═══ RECORDS SUPPLIED
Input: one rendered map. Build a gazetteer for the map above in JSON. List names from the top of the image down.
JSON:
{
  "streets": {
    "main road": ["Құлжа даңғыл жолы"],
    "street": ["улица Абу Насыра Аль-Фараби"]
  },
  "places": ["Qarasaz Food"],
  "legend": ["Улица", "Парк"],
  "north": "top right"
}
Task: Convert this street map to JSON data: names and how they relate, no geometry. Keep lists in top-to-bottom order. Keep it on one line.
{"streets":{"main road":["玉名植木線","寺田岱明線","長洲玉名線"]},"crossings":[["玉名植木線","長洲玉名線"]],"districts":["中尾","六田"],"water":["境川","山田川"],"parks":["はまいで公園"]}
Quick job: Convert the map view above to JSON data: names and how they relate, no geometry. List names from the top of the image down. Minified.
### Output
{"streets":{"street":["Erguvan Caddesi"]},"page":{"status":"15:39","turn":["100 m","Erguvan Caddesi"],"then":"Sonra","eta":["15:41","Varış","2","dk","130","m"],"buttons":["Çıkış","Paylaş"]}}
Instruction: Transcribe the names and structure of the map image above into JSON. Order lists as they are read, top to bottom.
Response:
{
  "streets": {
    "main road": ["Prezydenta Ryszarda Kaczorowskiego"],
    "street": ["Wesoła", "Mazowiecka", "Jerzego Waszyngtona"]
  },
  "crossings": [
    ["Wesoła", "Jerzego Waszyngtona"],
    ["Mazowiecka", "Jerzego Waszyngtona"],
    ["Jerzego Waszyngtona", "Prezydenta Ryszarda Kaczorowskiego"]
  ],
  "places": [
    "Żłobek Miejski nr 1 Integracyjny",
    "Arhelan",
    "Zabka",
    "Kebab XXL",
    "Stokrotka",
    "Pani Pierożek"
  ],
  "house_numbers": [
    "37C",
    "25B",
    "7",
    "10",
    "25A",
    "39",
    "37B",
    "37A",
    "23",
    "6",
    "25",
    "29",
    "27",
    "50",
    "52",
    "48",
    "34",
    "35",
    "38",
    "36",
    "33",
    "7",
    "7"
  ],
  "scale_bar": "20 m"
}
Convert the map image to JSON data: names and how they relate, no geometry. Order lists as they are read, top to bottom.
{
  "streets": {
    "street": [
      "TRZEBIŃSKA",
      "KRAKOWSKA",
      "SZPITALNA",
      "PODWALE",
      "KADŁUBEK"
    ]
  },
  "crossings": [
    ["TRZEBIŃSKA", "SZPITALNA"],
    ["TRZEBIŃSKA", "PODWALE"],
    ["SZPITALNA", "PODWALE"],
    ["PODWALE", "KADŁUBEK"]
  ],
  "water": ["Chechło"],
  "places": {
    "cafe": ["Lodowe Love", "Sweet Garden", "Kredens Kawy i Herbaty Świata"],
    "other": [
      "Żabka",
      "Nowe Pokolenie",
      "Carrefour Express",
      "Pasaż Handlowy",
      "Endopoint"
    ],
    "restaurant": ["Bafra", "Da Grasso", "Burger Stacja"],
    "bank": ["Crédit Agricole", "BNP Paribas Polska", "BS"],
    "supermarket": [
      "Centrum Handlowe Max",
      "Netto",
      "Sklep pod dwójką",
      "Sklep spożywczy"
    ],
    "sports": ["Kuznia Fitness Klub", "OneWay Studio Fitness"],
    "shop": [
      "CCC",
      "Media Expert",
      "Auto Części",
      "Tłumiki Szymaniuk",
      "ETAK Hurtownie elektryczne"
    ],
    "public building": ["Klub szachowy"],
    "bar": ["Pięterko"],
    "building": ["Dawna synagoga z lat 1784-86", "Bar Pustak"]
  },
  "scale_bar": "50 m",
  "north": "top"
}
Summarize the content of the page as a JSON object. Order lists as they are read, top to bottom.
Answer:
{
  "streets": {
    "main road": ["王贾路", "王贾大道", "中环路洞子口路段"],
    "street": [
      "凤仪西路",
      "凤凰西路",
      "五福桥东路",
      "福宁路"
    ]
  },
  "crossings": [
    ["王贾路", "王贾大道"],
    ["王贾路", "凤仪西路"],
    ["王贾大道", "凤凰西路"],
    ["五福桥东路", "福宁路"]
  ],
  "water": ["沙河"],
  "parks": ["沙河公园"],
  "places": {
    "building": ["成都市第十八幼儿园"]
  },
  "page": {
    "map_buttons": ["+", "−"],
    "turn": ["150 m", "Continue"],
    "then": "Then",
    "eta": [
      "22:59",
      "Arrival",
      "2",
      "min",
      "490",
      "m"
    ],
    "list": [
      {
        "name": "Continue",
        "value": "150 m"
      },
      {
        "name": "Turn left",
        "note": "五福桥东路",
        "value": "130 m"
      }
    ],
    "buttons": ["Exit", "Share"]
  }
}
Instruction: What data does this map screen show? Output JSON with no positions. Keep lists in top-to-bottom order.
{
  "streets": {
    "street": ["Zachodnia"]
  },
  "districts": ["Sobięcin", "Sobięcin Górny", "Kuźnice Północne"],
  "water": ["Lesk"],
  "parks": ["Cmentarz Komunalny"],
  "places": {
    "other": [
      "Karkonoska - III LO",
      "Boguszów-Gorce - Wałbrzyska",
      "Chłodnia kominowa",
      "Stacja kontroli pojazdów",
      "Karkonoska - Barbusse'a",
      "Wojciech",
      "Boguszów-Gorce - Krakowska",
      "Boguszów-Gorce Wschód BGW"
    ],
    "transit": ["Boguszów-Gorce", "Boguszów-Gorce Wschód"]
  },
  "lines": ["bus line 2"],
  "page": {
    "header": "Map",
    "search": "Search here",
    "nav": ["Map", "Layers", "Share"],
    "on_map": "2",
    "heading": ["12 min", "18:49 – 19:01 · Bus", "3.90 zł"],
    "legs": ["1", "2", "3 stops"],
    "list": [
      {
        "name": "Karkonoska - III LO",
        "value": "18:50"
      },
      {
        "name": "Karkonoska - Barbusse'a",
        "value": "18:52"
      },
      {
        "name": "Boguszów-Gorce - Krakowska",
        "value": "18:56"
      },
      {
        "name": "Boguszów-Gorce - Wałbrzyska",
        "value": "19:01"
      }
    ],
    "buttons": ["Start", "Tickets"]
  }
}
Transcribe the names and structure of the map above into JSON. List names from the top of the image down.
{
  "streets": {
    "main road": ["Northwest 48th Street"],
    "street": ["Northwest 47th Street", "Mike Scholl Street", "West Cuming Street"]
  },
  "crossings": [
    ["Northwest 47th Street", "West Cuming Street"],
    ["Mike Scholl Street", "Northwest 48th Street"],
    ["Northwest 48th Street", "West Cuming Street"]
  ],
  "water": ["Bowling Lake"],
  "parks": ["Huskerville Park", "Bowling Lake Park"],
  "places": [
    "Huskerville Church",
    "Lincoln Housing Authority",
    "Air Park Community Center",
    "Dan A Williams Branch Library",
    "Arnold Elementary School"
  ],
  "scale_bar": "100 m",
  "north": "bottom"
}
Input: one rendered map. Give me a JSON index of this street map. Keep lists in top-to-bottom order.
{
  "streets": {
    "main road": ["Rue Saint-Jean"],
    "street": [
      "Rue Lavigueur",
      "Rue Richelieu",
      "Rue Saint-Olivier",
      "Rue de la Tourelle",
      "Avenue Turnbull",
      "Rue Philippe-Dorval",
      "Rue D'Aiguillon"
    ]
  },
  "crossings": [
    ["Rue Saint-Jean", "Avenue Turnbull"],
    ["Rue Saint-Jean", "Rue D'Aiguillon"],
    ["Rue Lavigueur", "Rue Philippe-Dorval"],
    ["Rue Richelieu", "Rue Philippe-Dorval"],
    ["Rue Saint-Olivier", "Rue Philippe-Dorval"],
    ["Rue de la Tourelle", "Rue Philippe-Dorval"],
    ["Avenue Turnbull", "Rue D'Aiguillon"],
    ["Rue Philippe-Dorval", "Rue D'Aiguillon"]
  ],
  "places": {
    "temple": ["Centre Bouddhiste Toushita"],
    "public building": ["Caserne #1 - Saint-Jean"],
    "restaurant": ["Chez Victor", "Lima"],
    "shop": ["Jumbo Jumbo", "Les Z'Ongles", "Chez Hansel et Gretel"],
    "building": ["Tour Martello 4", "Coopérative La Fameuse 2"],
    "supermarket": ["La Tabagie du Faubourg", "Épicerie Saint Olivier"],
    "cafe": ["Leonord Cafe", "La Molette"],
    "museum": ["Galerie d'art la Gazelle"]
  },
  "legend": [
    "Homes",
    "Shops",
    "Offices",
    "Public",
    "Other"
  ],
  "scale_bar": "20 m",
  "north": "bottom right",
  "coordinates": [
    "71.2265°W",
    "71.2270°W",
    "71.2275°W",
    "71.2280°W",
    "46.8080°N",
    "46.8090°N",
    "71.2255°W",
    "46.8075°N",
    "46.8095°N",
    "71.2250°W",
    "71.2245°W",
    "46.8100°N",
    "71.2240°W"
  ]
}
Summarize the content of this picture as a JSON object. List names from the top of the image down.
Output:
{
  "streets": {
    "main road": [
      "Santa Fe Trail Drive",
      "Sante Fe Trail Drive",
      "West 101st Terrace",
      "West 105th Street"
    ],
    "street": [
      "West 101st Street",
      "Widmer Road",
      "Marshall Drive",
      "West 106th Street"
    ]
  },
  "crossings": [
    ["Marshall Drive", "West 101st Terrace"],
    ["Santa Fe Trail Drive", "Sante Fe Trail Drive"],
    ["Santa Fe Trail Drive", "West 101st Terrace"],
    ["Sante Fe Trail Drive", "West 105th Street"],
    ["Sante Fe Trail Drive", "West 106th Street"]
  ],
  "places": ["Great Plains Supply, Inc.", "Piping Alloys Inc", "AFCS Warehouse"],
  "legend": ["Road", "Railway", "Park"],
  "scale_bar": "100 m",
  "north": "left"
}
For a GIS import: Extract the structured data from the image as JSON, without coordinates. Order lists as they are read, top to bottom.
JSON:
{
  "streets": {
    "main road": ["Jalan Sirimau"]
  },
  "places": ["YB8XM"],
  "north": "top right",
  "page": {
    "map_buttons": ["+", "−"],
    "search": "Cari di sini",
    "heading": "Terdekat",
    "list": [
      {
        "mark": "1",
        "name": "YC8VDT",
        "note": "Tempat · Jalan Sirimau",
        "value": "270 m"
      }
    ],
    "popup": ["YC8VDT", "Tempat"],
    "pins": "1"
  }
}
══════
WORK REQUEST: Where does "this" appear in the listing? Show every line that has it.

REPLY:
Task: Convert this street map to JSON data: names and how they relate, no geometry. Keep lists in top-to-bottom order. Keep it on one line.
Instruction: What data does this map screen show? Output JSON with no positions. Keep lists in top-to-bottom order.
Input: one rendered map. Give me a JSON index of this street map. Keep lists in top-to-bottom order.
Summarize the content of this picture as a JSON object. List names from the top of the image down.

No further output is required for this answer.